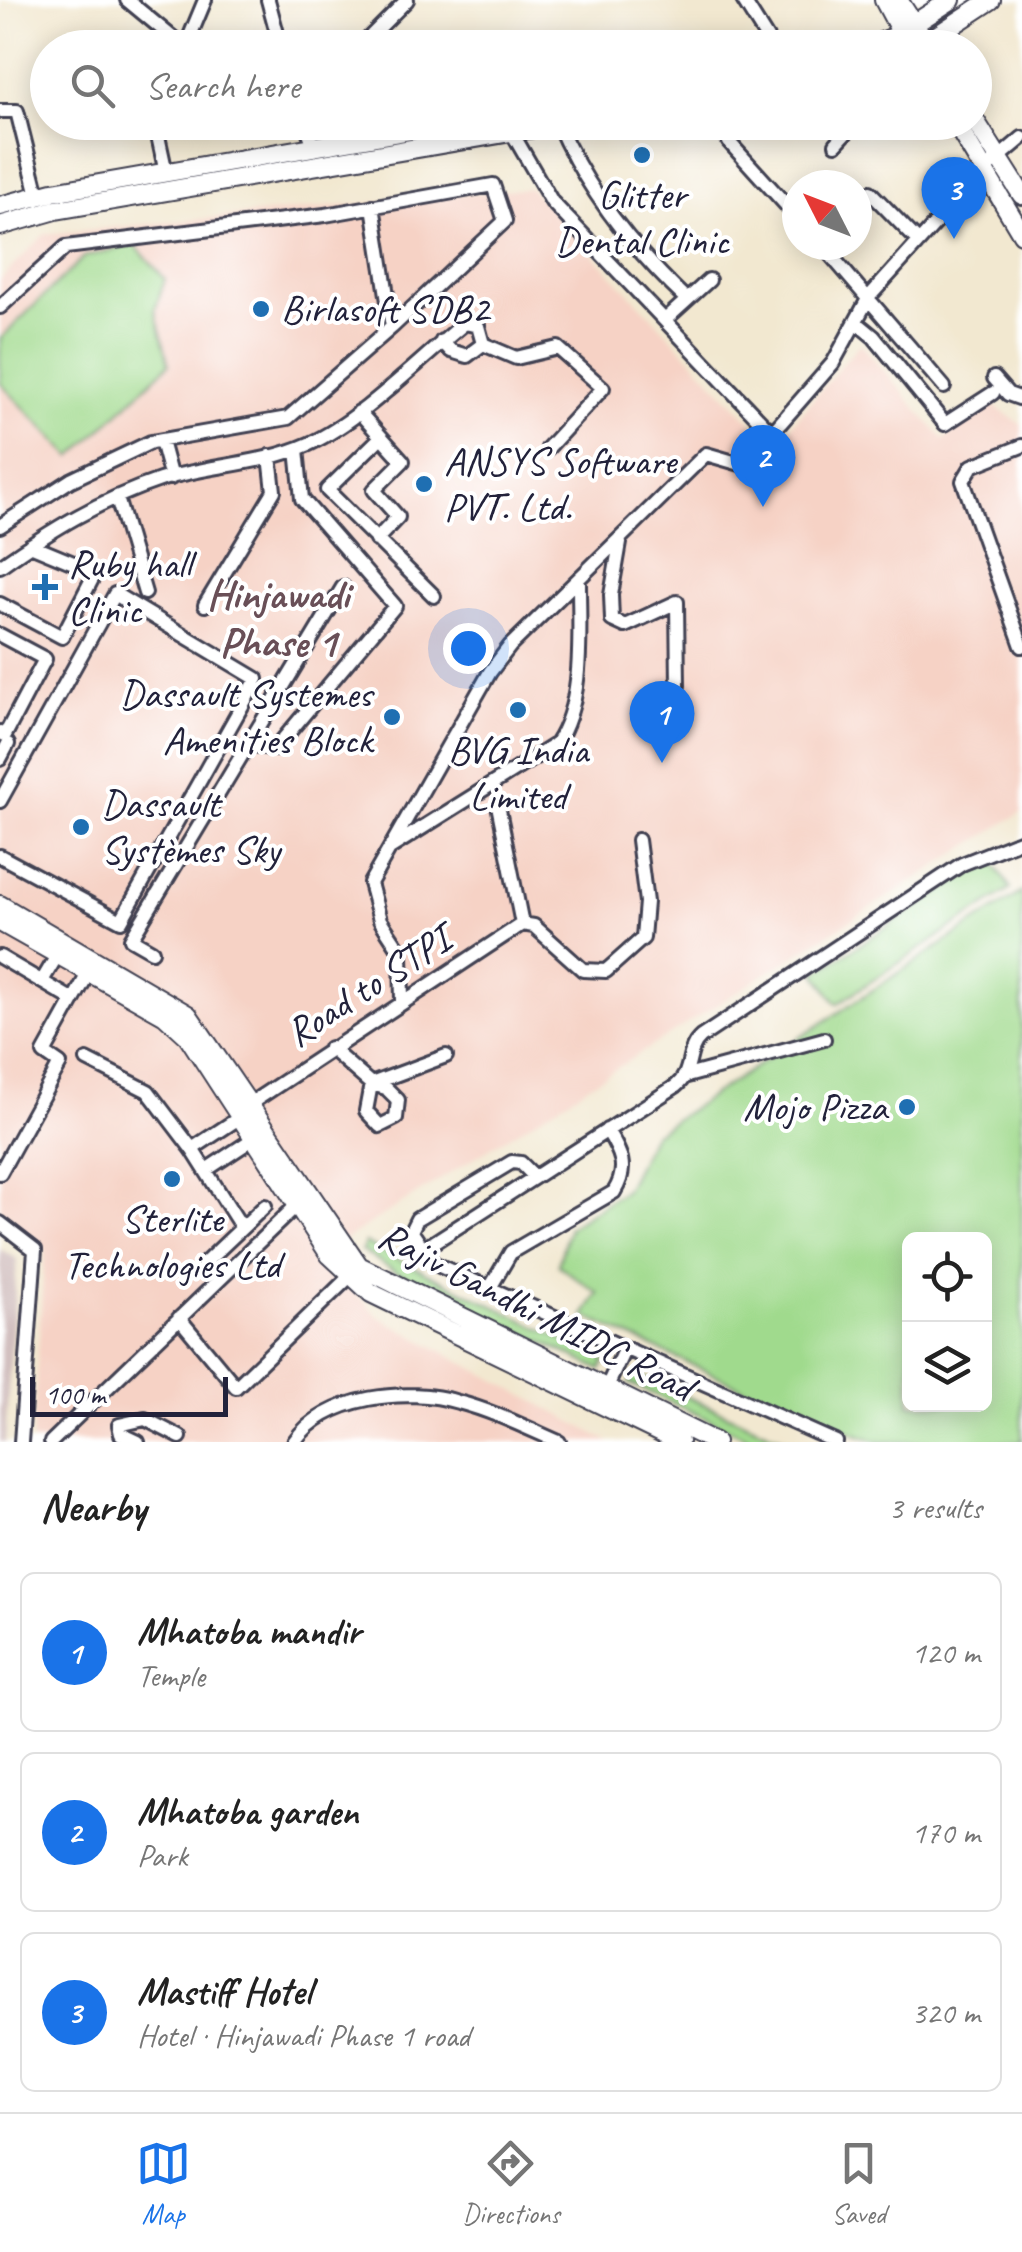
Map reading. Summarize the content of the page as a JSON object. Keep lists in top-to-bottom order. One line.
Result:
{"streets":{"main road":["Rajiv Gandhi MIDC Road"],"street":["Road to STPI"]},"crossings":[["Road to STPI","Rajiv Gandhi MIDC Road"]],"districts":["Hinjawadi Phase 1"],"places":{"other":["Glitter Dental Clinic","Birlasoft SDB2","ANSYS Software PVT. Ltd.","BVG India Limited","Dassault Systemes Amenities Block","Dassault Systèmes Sky","Mojo Pizza","Sterlite Technologies Ltd"],"health":["Ruby hall Clinic"]},"scale_bar":"100 m","north":"top left","page":{"search":"Search here","pins":["3","2","1"],"scale":"100 m","heading":["Nearby","3 results"],"list":[{"mark":"1","name":"Mhatoba mandir","note":"Temple","value":"120 m"},{"mark":"2","name":"Mhatoba garden","note":"Park","value":"170 m"},{"mark":"3","name":"Mastiff Hotel","note":"Hotel · Hinjawadi Phase 1 road","value":"320 m"}],"nav":["Map","Directions","Saved"]}}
•••••
Activity:
Retype all of the material above exactly; the pictures stay out.

Finished exercise:
Map reading. Summarize the content of the page as a JSON object. Keep lists in top-to-bottom order. One line.
Result:
{"streets":{"main road":["Rajiv Gandhi MIDC Road"],"street":["Road to STPI"]},"crossings":[["Road to STPI","Rajiv Gandhi MIDC Road"]],"districts":["Hinjawadi Phase 1"],"places":{"other":["Glitter Dental Clinic","Birlasoft SDB2","ANSYS Software PVT. Ltd.","BVG India Limited","Dassault Systemes Amenities Block","Dassault Systèmes Sky","Mojo Pizza","Sterlite Technologies Ltd"],"health":["Ruby hall Clinic"]},"scale_bar":"100 m","north":"top left","page":{"search":"Search here","pins":["3","2","1"],"scale":"100 m","heading":["Nearby","3 results"],"list":[{"mark":"1","name":"Mhatoba mandir","note":"Temple","value":"120 m"},{"mark":"2","name":"Mhatoba garden","note":"Park","value":"170 m"},{"mark":"3","name":"Mastiff Hotel","note":"Hotel · Hinjawadi Phase 1 road","value":"320 m"}],"nav":["Map","Directions","Saved"]}}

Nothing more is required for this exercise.